Searching for counterexample (PARI/GP) :
CEGF(g1,g2)=
{
forstep(b=g1,g2,[2],
for(n=2,10,my(s=Mod(2*polchebyshev(b,1,3),(b^2^n+1)/2));
for(i=1,2^n-1, s=2*polchebyshev(b,1,s/2));
if(!s==6 && isprime((b^2^n+1)/2),print("b=",b,"n=",n))))
}
PARI/GP implementation of test .
GFOdd(b,n)=
{
my(s=Mod(2*polchebyshev(b,1,3),(b^2^n+1)/2));
for(i=1,2^n-1,s=2*polchebyshev(b,1,s/2));
s==6
}
Any hint would be greatly appreciated .
First of all, we prove by induction that $$S_i=p^{2b^{i+1}}+q^{2b^{i+1}}\tag1$$ where $p=\sqrt 2-1,q=\sqrt 2+1$ with $pq=1$.

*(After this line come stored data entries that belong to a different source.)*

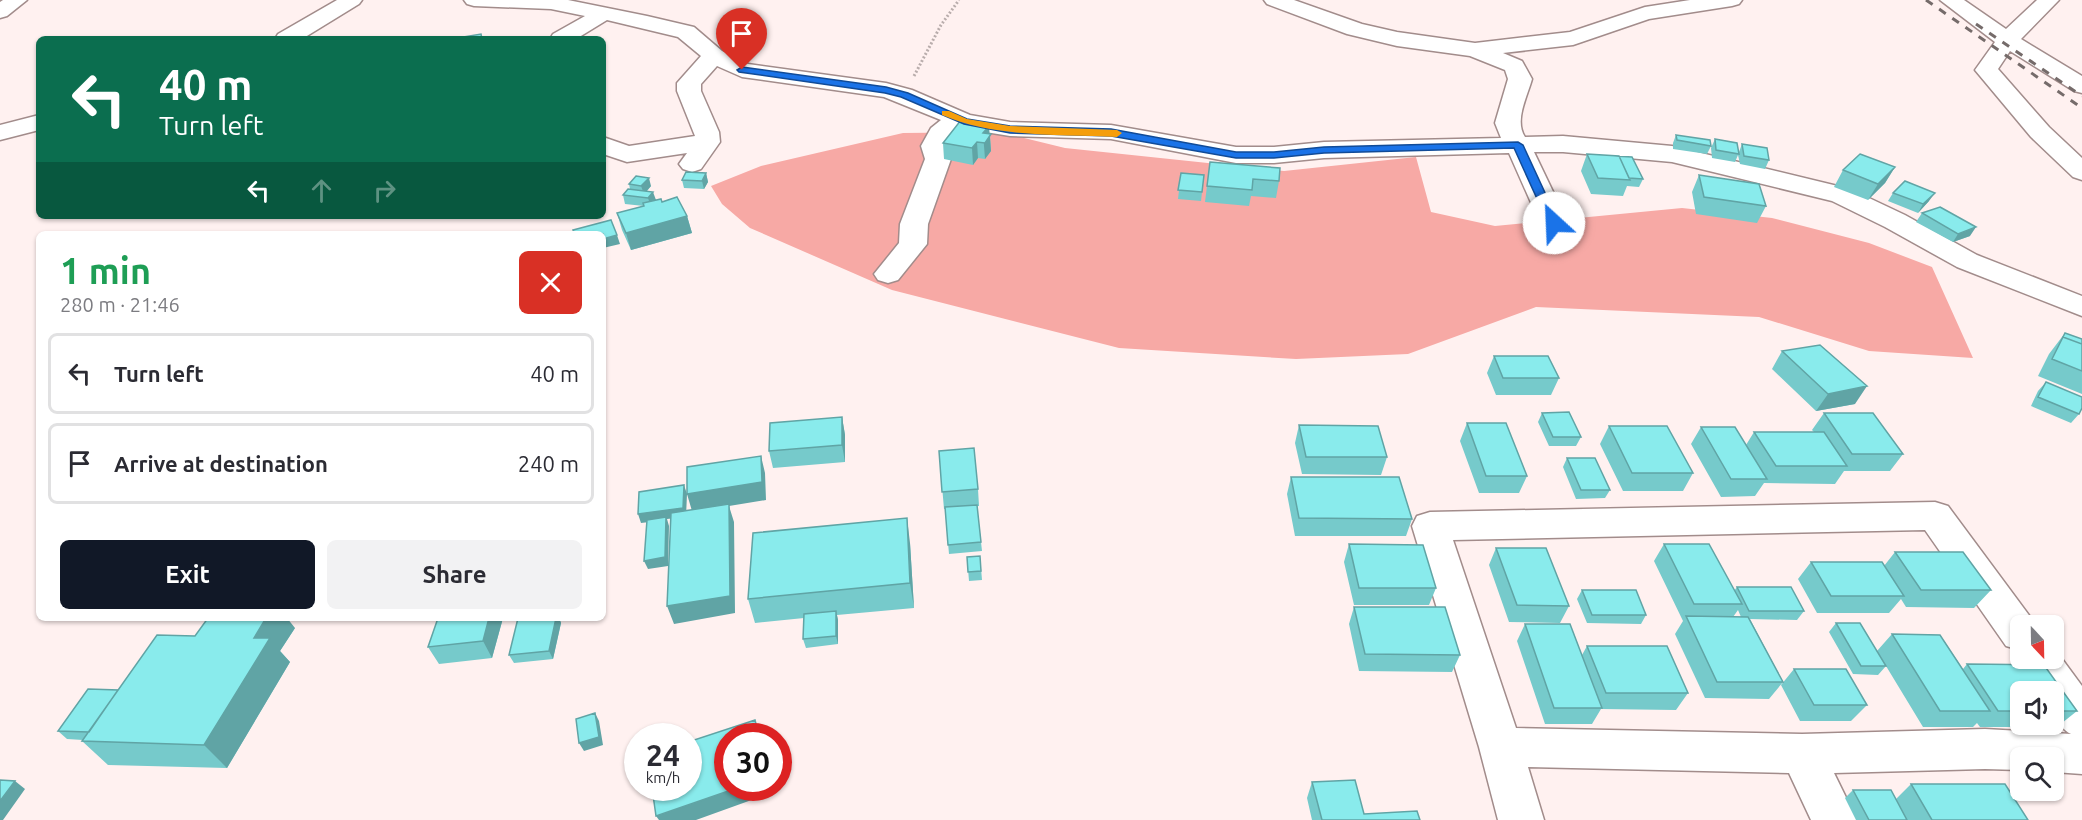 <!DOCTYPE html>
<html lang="en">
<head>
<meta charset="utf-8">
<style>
  body { margin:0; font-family:Ubuntu,sans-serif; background:#f2f2f3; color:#2b2b33; height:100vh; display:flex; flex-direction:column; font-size:22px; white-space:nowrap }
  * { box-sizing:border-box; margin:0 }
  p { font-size:20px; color:#7c7c81 }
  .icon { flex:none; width:33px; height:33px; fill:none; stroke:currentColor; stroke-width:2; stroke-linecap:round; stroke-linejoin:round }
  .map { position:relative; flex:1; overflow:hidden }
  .drawer { position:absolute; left:36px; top:231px; width:570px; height:390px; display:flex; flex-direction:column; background:#fff; border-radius:9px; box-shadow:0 2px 4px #0004 }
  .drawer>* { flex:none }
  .top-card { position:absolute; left:36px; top:36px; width:570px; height:183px; border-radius:9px; box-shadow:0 2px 4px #0004; background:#0b6e4f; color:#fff; overflow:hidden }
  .needle { width:39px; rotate:158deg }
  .fabs { position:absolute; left:2010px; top:615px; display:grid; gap:12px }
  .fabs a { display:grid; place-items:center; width:54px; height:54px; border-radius:9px; background:#fff; box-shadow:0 2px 4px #0004; font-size:30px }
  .speed { position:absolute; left:624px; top:723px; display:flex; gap:12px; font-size:30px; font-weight:700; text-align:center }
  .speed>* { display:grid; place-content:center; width:78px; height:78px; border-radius:50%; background:#fff; box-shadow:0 2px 4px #0004; line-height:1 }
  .speed small { font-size:15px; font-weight:400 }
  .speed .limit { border:9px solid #d22; background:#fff; color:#111 }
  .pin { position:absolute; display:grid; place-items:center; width:51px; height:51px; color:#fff; margin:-62px -26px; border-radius:50% 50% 50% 0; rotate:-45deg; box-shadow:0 0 6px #0007 }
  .pin .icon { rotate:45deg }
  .me { position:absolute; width:66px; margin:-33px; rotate:335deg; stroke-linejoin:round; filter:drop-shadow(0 0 4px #0008) }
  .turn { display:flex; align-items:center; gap:21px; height:126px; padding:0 24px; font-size:27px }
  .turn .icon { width:78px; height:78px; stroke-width:2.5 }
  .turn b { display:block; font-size:42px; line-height:51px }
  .lanes { display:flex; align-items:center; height:57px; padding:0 24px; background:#0003; justify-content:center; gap:30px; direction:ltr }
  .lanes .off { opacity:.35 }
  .round { display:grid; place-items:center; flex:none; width:63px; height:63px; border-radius:9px; background:#f2f2f3 }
  .overview { display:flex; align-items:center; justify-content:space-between; height:102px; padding:0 24px }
  h1 { font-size:36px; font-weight:600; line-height:45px; color:#1e9e55 }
  .cta { display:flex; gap:12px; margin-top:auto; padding:12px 24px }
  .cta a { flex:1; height:69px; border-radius:9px; background:#111827; color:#fff; font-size:24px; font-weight:600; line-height:69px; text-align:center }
  .cta a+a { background:#f2f2f3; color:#2b2b33 }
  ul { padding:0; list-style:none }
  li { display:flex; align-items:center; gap:18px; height:81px; margin:0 12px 9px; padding:0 12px; border:3px solid #e1e1e2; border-radius:9px }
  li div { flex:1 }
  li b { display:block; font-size:22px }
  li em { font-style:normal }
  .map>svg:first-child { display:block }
  .forest { fill:#f7a9a5 }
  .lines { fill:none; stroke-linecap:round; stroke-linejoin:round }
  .minor-casing { stroke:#a28c8b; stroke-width:3 }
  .tertiary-casing { stroke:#a28c8b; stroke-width:3 }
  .path { stroke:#b9adac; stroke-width:3; stroke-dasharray:2 2; stroke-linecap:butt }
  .minor { fill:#fff; fill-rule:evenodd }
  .tertiary { fill:#fff; fill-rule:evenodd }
  .rail { stroke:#756b6a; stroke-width:3; stroke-dasharray:8 8; stroke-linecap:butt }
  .wall { fill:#76cacb; fill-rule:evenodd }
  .shaded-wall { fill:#60a4a5 }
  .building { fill:#89ebec; stroke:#60a4a5; stroke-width:1.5 }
  .route { fill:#1a73e8; stroke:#114b97; stroke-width:1.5 }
  .slow { fill:#f59e0b }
</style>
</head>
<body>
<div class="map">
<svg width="2082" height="820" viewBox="0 0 2082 820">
  <rect width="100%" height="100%" fill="#fff1f0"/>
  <path class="forest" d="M999,132L1065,148L1284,171L1416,157L1431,212L1495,226L1682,208L1772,218L1869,243L1932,267L1973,358L1869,351L1759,317L1536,307L1408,354L1296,359L1119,348L892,290L750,228L722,204L711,186L761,166L903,133Z"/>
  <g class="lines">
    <g class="minor-casing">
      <path id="minor" d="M3,0H27L7,16L0,18V2Z
        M464,0H568L647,16L694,27L722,51L748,64L886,83L912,90L970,115L1010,122L1111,125L1236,147H1274L1324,142L1501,138L1495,123L1508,79L1505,70L1470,56L1397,46L1347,34L1267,4L1264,0H1294L1362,24L1397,32L1475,43L1570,32L1645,7L1690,0H1742L1739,4L1732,6L1649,19L1573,45L1503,53L1522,61L1532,79C1527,97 1514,121 1525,137L1563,136L1672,146L1850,189L1905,215L1977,255L2082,296V316L1957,267L1885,227L1832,201L1672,162L1563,152H1534L1568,223L1564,229L1554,231L1544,229L1540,223L1509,153L1324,158L1274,163H1236L1111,139L1010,136L961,128L951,137L947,146L951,159L928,224L927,244L898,280L888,283L878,280L874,274L899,243L900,224L925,159L921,146L931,128L941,120L884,97L742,77L717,66L701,84V91L719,132L720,142L701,169L692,172L683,169L679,164L687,153L627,162L603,154V137L629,146L695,136L677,91V83L701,56L678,37L607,20L576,39H550L553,34L585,16L551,9L474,6L467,4Z
        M1940,0H1964L2006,29L2037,0H2059L2021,39L2082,76V93L2074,91L2010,51L1998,69L2049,127L2082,158V180L2073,177L2031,137L1975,70L1995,42Z
        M1935,502L1948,506L2034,622L2036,626H2020V650L2006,646L1925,530L1453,540L1516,728L1802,734L1985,729L2071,734C2055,726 2054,708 2054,692H2039L2018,658L2020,652V658H2054V648L2082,686V774L2054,772V758H2020V770L1985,769L1834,773L1857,820H1811L1789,773L1528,767L1544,820H1498L1479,747L1412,526L1417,516L1430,512Z"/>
    </g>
    <g class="tertiary-casing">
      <path id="tertiary" d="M337,0H362L359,4L302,39H275L278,34Z
        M39,115V130L0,140V125Z"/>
    </g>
    <path class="path" d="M914,76L941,25L959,0"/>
    <use href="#minor" class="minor"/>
    <use href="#tertiary" class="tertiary"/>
    <path class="rail" d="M1926,0L2082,108
      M1976,24L2082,96"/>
  </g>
  <path class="wall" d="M990,134L991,151L985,159L978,158L973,165L944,159L943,143Z
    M1676,135L1711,146L1707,154L1673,149V143Z
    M1715,139L1739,152L1742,144L1769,160L1765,169L1740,164L1738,155L1735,162L1712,158L1711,148Z
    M1587,154L1643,179L1639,187L1627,186L1623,196L1591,194L1581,171Z
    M1210,162L1279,181L1276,198L1251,196L1249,206L1205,202Z
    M1895,167L1885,183L1868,200L1834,187L1843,170Z
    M706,173L708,182L704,189L684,188L682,180Z
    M1181,173L1204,175L1201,201L1178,199Z
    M1699,175L1766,206L1757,223L1696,214L1692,192Z
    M629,184L651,186L647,191L656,200L662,202L687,216L692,233L631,250L622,230L617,213L644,206L625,204L623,195L630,189Z
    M1893,193L1929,201L1918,213L1888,201Z
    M1922,213L1970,236L1953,242L1916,222Z
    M2065,333L2082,339V394L2038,376L2049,354Z
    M1782,351L1855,404L1816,411L1772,369Z
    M1494,356L1559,378L1551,395H1496L1487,373Z
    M2046,382L2079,414L2071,423L2031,406L2038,391Z
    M1542,413L1581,437L1576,446H1549L1538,422Z
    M1824,413L1903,454L1890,471H1844L1835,484L1764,483L1755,496L1721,497L1691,444L1701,427L1746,445L1754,432H1814L1812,430Z
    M842,417L845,435V462L773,468L769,451Z
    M1467,423L1527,476L1519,493H1479L1460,441Z
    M1299,425L1387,457L1381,475L1302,474L1295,443Z
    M1609,426L1693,473L1683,491H1623L1600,444Z
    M939,451L978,489L979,506H977L982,551L949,554L945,509H944Z
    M1567,458L1610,490L1605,498L1576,499L1563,467Z
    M1291,477L1412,519L1406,536H1295L1287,494Z
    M910,543L914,608L837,615L838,620V644L806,648L803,639L804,618L755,623L748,599Z
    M1349,544L1436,588L1429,605H1354L1344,562Z
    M1664,544L1734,591L1737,587L1804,611L1797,620L1750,619L1783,682L1769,699L1705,698L1675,634L1683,621L1654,561ZM1738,610L1741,617H1733Z
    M1496,548L1569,606L1560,623L1509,622L1489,565Z
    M1895,552L1991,590L1974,608L1906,607L1901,599L1889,613H1817L1798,579L1811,562L1884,566Z
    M980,556L982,580L969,581L967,557Z
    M1582,590L1646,615L1641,624L1587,623L1577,599Z
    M1354,607L1460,655L1452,672L1359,671L1349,624Z
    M438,618H503L492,658L439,664L428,647Z
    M523,618H559L561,623L553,659L514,663L509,655Z
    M1836,623H1860L1877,651L1892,634L1940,635L1963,669L1967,664L2044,665L2077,711L2057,727H1980L1977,723L1973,727H1923L1886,666L1878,675L1853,674L1829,632ZM2020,692H2054V724H2020Z
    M1525,624L1582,655L1587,646L1688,693L1676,710L1601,709L1592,724H1545L1517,641Z
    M295,628L280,651L290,662L227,768L108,765L82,741L83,740L67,739L58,731L195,636Z
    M1794,669L1867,705L1851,721H1800L1781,685Z
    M1312,782L1364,814L1420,820H1312L1307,798Z
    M1911,784L2028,820H1856L1845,798L1853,790L1896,799Z"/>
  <path class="shaded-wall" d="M989,126L991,151L985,159L983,133Z
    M977,142L978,158L973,165L972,148Z
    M1895,167L1885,183L1868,200L1878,184Z
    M706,173L708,182L704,189L702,181Z
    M649,178L651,186L644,194L641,186Z
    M653,192L656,200L651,207L648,198Z
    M1935,193L1929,201L1918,213L1923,204Z
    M687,216L692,233L631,250L626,233Z
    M1976,227L1970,236L1953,242L1958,234Z
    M617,235L620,244L603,248V239Z
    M1867,386L1855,404L1816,411L1828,394Z
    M842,417L845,435V462L842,445Z
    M761,456L765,473L766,500L729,506L734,522L735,613L674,624L667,606L692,511L687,494Z
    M684,485L687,494L686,517L667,519L669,526L668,566L648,569L644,561L666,520L641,523L638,514Z
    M907,518L910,543L914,608L910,583Z
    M836,611L838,620V644L836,636Z
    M266,618H287L295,628L280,651L290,662L227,768L204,745L254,638Z
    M489,618H503L492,658L483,641Z
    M556,618H559L561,623L553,659L549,651Z
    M595,713L599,721L603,745L584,751L579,743Z
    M15,781L25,789L3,820H0V801Z
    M737,788H773L774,792L696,820H659L656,816Z"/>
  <path class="building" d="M481,34L482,39H464L463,37Z
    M961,120L989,126L983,133L991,134L985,143L977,142L972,148L943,143Z
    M1676,135L1710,140L1711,146L1677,140Z
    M1715,139L1737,143L1739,154L1716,150Z
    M1742,144L1767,148L1769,160L1744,156Z
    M1587,154L1619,156L1630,180L1598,178Z
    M1860,154L1895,167L1878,184L1843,170Z
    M1614,156L1632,157L1643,179L1629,178L1619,156Z
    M1210,162L1280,168L1279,181L1253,179L1252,190L1207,186Z
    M686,172L706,173L702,181L682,180Z
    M1181,173L1204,175L1202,192L1178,190Z
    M1699,175L1759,184L1766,206L1704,197Z
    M636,176L649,178L641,186L629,184Z
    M1905,181L1935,193L1923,204L1893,193Z
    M628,189L653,192L648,198L623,195Z
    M677,197L687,216L626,233L617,213L644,206L643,203L661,199L662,202Z
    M1940,207L1976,227L1958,234L1922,213Z
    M611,220L617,235L603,239V234H575L573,230Z
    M2065,333L2082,339V344L2063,337Z
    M2063,337L2082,344V371L2052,359Z
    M1820,345L1867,386L1828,394L1782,351Z
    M1494,356H1548L1559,378H1503Z
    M2046,382L2082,397V408L2079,414L2038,397Z
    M1569,412L1581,437H1553L1542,413Z
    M1824,413H1873L1903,454H1852Z
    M842,417V445L769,451L770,423Z
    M1467,423H1506L1527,476H1486Z
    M1299,425L1378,426L1387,457H1306Z
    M1609,426H1667L1693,473H1632Z
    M1701,427H1735L1767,479H1731Z
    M1754,432H1824L1847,466H1776Z
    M974,448L978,489L942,492L939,451Z
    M761,456L762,482L687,494V467Z
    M1567,458H1595L1610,490H1581Z
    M1291,477H1399L1412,519L1299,518Z
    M684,485L683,508L638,514L639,492Z
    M729,504L730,596L667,606L671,513Z
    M977,505L981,542L948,545L945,507Z
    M666,517L665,557L644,561L647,520Z
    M907,518L910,583L748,599L753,533Z
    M1349,544L1423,545L1436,588H1359Z
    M1664,544H1709L1742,604H1694Z
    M1496,548H1546L1569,606L1517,605Z
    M1895,552H1963L1991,590H1921Z
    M980,556L981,571L968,572L967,557Z
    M1811,562H1882L1904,596H1831Z
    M1737,587H1791L1804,611H1749Z
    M1582,590H1636L1646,615H1592Z
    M1354,607H1445L1460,655L1365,654Z
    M836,611V636L803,639L804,614Z
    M1686,616L1748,617L1783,682H1717Z
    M208,618H266L254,638H270L204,745L82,741L157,635L195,636Z
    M438,618H489L483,641L428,647Z
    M518,618H556L549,651L509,655Z
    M1836,623H1860L1886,666H1861Z
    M1525,624H1570L1602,708H1554Z
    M1892,634L1940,635L1990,711H1940Z
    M1587,646H1667L1688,693H1606Z
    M1967,664L2044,665L2077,711H2054V692H2020V711H1998Z
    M1794,669H1846L1867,705H1814Z
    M88,689L118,690L89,732L58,731Z
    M595,713L599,737L579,743L576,719Z
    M755,720L759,736H728V788H737L656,816L652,788H688V742Z
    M0,780L15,781L0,801Z
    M1355,780L1364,814L1417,811L1420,820H1322L1312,782Z
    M1911,784H2005L2028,820H1932Z
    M1853,790H1891L1907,820H1869Z"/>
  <path class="route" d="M742,67L886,87L908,93L967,119L1010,126L1111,129L1236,152H1274L1324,147L1518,142L1523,145L1559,223L1554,226L1548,223L1514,148L1324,153L1274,158H1236L1111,136L1010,133L964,124L901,97L885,93L739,72L737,70Z"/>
  <path class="slow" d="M942,111H949L967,119L1010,126L1117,130L1122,133L1117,137C1059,134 996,138 942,115Z"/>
</svg>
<div class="fabs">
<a><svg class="needle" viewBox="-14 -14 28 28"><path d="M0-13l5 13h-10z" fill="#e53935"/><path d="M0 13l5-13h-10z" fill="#7c7c81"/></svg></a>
<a><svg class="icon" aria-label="sound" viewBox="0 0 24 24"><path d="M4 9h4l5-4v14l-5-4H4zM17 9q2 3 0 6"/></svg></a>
<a><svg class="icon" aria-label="search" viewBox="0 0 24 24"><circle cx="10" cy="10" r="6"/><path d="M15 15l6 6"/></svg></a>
</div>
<div class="speed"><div>24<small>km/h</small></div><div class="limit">30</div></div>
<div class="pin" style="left:742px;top:70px;background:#d93025"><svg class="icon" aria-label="arrive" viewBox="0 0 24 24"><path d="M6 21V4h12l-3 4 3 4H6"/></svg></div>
<svg class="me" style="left:1554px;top:223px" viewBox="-20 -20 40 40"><circle r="19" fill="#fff"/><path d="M0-13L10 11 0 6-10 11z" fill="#1a73e8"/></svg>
<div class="top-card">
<div class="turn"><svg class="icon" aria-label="left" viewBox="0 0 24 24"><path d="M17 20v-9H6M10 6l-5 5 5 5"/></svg><div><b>40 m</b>Turn left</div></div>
<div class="lanes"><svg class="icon" aria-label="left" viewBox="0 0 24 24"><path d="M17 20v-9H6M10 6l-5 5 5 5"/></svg><svg class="icon off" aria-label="ahead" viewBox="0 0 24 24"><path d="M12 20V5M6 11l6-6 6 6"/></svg><svg class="icon off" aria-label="right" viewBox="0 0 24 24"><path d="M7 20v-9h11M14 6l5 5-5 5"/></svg></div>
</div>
<section class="drawer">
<div class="overview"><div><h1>1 min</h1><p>280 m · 21:46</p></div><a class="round" style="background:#d93025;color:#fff"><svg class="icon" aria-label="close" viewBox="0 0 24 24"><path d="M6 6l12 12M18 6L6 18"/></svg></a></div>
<ul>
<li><svg class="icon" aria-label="left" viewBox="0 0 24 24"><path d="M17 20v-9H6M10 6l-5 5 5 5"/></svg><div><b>Turn left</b></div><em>40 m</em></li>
<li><svg class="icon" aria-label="arrive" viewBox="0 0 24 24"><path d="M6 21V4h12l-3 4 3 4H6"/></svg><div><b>Arrive at destination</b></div><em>240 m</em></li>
</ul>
<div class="cta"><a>Exit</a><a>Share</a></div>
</section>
</div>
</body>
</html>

Proof for $(1)$ : $$S_0=P_{b}(6)=2^{-b}\cdot \left(\left(6-4\sqrt{2}\right)^{b}+\left(6+4\sqrt{2}\right)^{b}\right)=(3-2\sqrt 2)^b+(3+2\sqrt 2)^b=p^{2b}+q^{2b}$$ Supposing that $(1)$ holds for $i$ gives $$\begin{align}S_{i+1}&=P_b(S_i)\\&=2^{-b}\cdot \left(\left(S_i-\sqrt{S_i^2-4}\right)^{b}+\left(S_i+\sqrt{S_i^2-4}\right)^{b}\right)\\&=2^{-b}\cdot \left(\left(p^{2b^{i+1}}+q^{2b^{i+1}}-\sqrt{\left(q^{2b^{i+1}}-p^{2b^{i+1}}\right)^2}\right)^{b}+\left(p^{2b^{i+1}}+q^{2b^{i+1}}+\sqrt{\left(q^{2b^{i+1}}-p^{2b^{i+1}}\right)^2}\right)^{b}\right)\\&=2^{-b}\cdot \left(\left(p^{2b^{i+1}}+q^{2b^{i+1}}-\left(q^{2b^{i+1}}-p^{2b^{i+1}}\right)\right)^{b}+\left(p^{2b^{i+1}}+q^{2b^{i+1}}+\left(q^{2b^{i+1}}-p^{2b^{i+1}}\right)\right)^{b}\right)\\&=2^{-b}\cdot \left(\left(2p^{2b^{i+1}}\right)^{b}+\left(2q^{2b^{i+1}}\right)^{b}\right)\\&=p^{2b^{i+2}}+q^{2b^{i+2}}\quad\blacksquare\end{align}$$
Let $N:=2^n-1,M:=E_n(b)=(b^{N+1}+1)/2$. From $(1)$, we have $$\begin{align}S_{2^n-1}&=S_N\\&=p^{2b^{N+1}}+q^{2b^{N+1}}\\&=p^{2(2M-1)}+q^{2(2M-1)}\\&=p^{4M-2}+q^{4M-2}\\&=(pq)^2(p^{4M-2}+q^{4M-2})\\&=3(p^{4M}+q^{4M})-2\sqrt 2\ (q^{4M}-p^{4M})\end{align}$$
Now using the binomial theorem and Fermat's little theorem, $$\begin{align}p^{4M}+q^{4M}&=(17-12\sqrt 2)^M+(17+12\sqrt 2)^M\\&=\sum_{i=0}^{M}\binom{M}{i}17^i((-12\sqrt 2)^{M-i}+(12\sqrt 2)^{M-i})\\&=\sum_{j=1}^{(M+1)/2}\binom{M}{2j-1}17^{2j-1}\cdot 2(12\sqrt 2)^{M-(2j-1)}\\&\equiv\binom{M}{M}17^{M}\cdot 2(12\sqrt 2)^{0}\quad\pmod M\\&\equiv 17\cdot 2\qquad\pmod M\\&\equiv 34\qquad\pmod M\end{align}$$ Similarly, $$\begin{align}2\sqrt 2\ (q^{4M}-p^{4M})&=2\sqrt 2\ ((17+12\sqrt 2)^M-(17-12\sqrt 2)^M)\\&=2\sqrt 2\ \sum_{i=0}^{M}\binom{M}{i}17^i((12\sqrt 2)^{M-i}-(-12\sqrt 2)^{M-i})\\&=2\sqrt 2\ \sum_{j=0}^{(M-1)/2}\binom{M}{2j}17^{2j}\cdot 2(12\sqrt 2)^{M-2j}\\&=\sum_{j=0}^{(M-1)/2}\binom{M}{2j}17^{2j}\cdot 4\cdot 12^{M-2j}\cdot 2^{(M-2j+1)/2}\\&\equiv \binom{M}{0}17^{0}\cdot 4\cdot 12^{M}\cdot 2^{(M+1)/2}\qquad\pmod M\\&\equiv 4\cdot 12\cdot 2\qquad\pmod M\\&\equiv 96\qquad\pmod M\end{align}$$ since $2^{(M-1)/2}\equiv (-1)^{(M^2-1)/8}\equiv 1\pmod M$ (this is because $M\equiv 1\pmod 8$ from $b^2\equiv 1,9\pmod{16}$)
It follows from these that $$\begin{align}S_{2^n-1}&=3(p^{4M}+q^{4M})-2\sqrt 2\ (q^{4M}-p^{4M})\\&\equiv 3\cdot 34-96\qquad\pmod M\\&\equiv 6\qquad\pmod{E_n(b)}\end{align}$$ as conjectured.